Par un courrier du 13 février 2020, daté du même jour que la décision de prise en charge notifiée par ailleurs, la caisse, après rappel d'une circulaire d'harmonisation de pratiques estimant qu'en cas de décès inaugural aux temps et lieu de travail une autopsie est inutile, a répondu à l'employeur qu'aucune autopsie n'a été pratiquée.
Il résulte de ce qui précède que si la caisse n'était pas tenue de procéder à une expertise sur la demande de l'employeur et pouvait s'en dispenser dès lors qu'elle l'estimait inutile, en revanche, il convient de constater que l'allégation d'une absence d'autopsie en réponse à la demande de l'employeur se trouve contredite par les énonciations du rapport d'enquête, sans que la caisse ne formule d'explication pouvant expliquer cette contradiction et alors qu'elle a fini par en admettre l'existence.
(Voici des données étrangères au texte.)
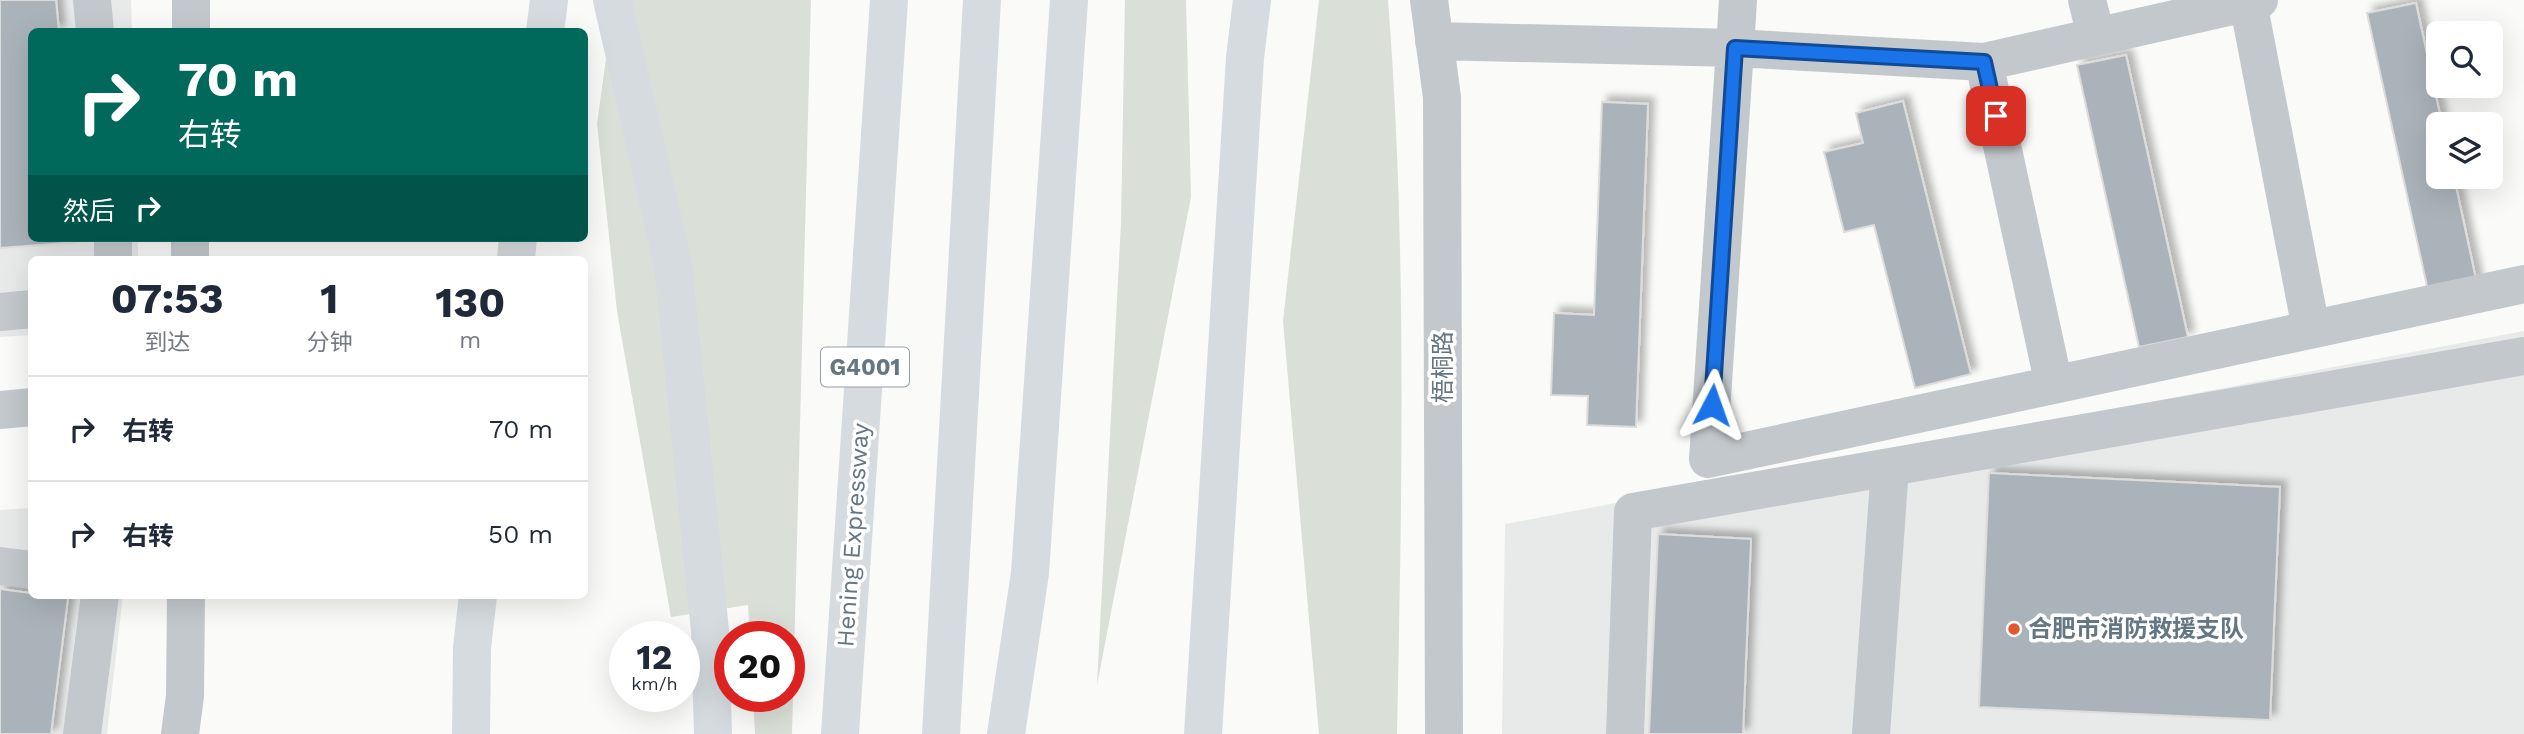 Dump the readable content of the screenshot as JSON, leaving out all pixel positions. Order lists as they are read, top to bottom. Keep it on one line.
{"streets":{"highway":["G4001","Hening Expressway"],"street":["梧桐路"]},"places":["合肥市消防救援支队"],"page":{"turn":["70 m","右转"],"then":"然后","eta":["07:53","到达","1","分钟","130","m"],"list":[{"name":"右转","value":"70 m"},{"name":"右转","value":"50 m"}],"speed":"12 km/h","limit":"20"}}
Par ailleurs la caisse apparait mal fondée à se prévaloir des délaisde procédure pour justifier d'une prise de décision dans ces conditions dès lors qu'il résulte de sa propre lettre du 19 décembre 2019 relative à la nécessité de recourir un délai d'instruction complémentaire, qu'aucune décision relative au caractère professionnel de l'accident, à la suite de la réception de la déclaration reçue le 15 novembre 2019, n'a pu être arrêtée dans le délai réglementaire de 30 jours prévu à l'article R. 441-10 du code de sécurité sociale, de sorte que les conséquences s'attachant à un défaut de respect de ces délais tenant à une décision de reconnaissance implicite, profitant uniquement à la victime et ses ayants droits, pouvaient d'ores et déjà être constatées.
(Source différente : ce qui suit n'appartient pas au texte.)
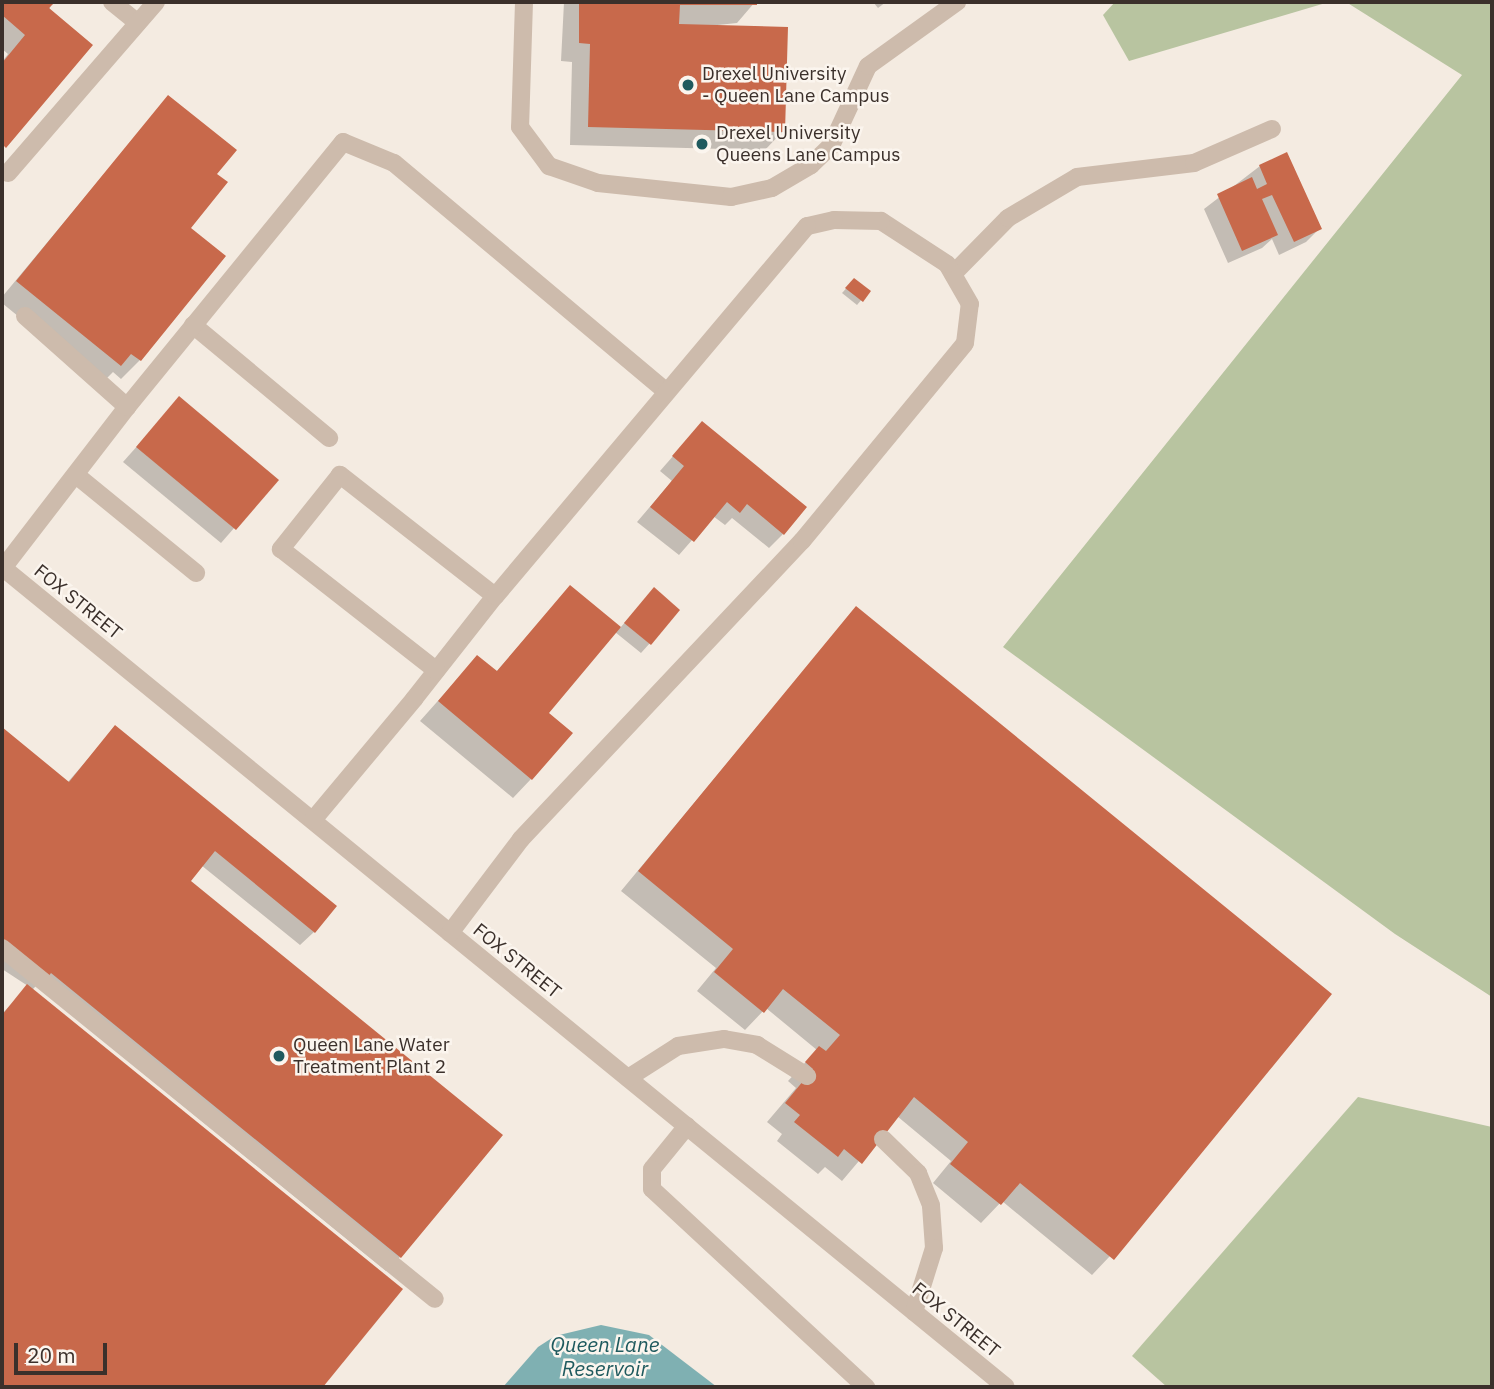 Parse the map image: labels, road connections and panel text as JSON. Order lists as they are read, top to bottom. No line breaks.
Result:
{"streets":{"street":["FOX STREET"]},"water":["Queen Lane Reservoir"],"places":["Drexel University - Queen Lane Campus","Drexel University Queens Lane Campus","Queen Lane Water Treatment Plant 2"],"scale_bar":"20 m"}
Enfin, la caisse ne justifie ni même ne fait état d'aucun élément quant à la date à laquelle cette dernière a pris effectivement pris connaissance du rapport d'autopsie, et partant de son ignorance des conclusions du rapport à la date de fin d'instruction du dossier et de prise de décision.
Il s'ensuit qu'en soutenant contre toute réalité le jour même de la date de prise de décision qu'aucune autopsie n'avait été réalisée et en n'en communiquant pas les résultats à l'employeur, la caisse a manqué à son obligation d'information en ne mettant pas, de façon loyale, ce dernier en mesure de prendre connaissance des éléments susceptibles de lui faire grief, justifiant par là même que la décision qu'elle a prise soit déclarée inopposable à l'employeur.
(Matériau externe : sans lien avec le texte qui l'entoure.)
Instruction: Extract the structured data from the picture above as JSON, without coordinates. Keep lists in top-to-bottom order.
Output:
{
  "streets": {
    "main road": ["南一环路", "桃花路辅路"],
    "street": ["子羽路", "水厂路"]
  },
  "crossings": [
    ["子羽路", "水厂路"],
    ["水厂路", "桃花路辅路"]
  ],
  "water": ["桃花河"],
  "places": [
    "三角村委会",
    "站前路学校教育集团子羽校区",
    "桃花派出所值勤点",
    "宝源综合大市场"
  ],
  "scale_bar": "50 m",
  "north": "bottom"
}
II/ Sur les mesures accessoires :
La caisse qui succombe sera condamnée aux dépens.
PAR CES MOTIFS,
La Cour, chambre sociale, statuant contradictoirement par mise à disposition de l'arrêt au greffe de la cour, après débats en audience publique et après en avoir délibéré,
Confirme le jugement du pôle social du tribunal judiciaire de Nancy du 02 mars 2022 ;
Condamne la caisse primaire d'assurance maladie de Meurthe et Moselle aux dépens.
Ainsi prononcé par mise à disposition de l'arrêt au greffe de la cour, les parties en ayant été préalablement avisées dans les conditions prévues au deuxième alinéa de l'article 450 du code de procédure civile.
Et signé par Monsieur Guerric Henon, Président de Chambre et par Madame Clara Trichot-Burté, Greffier.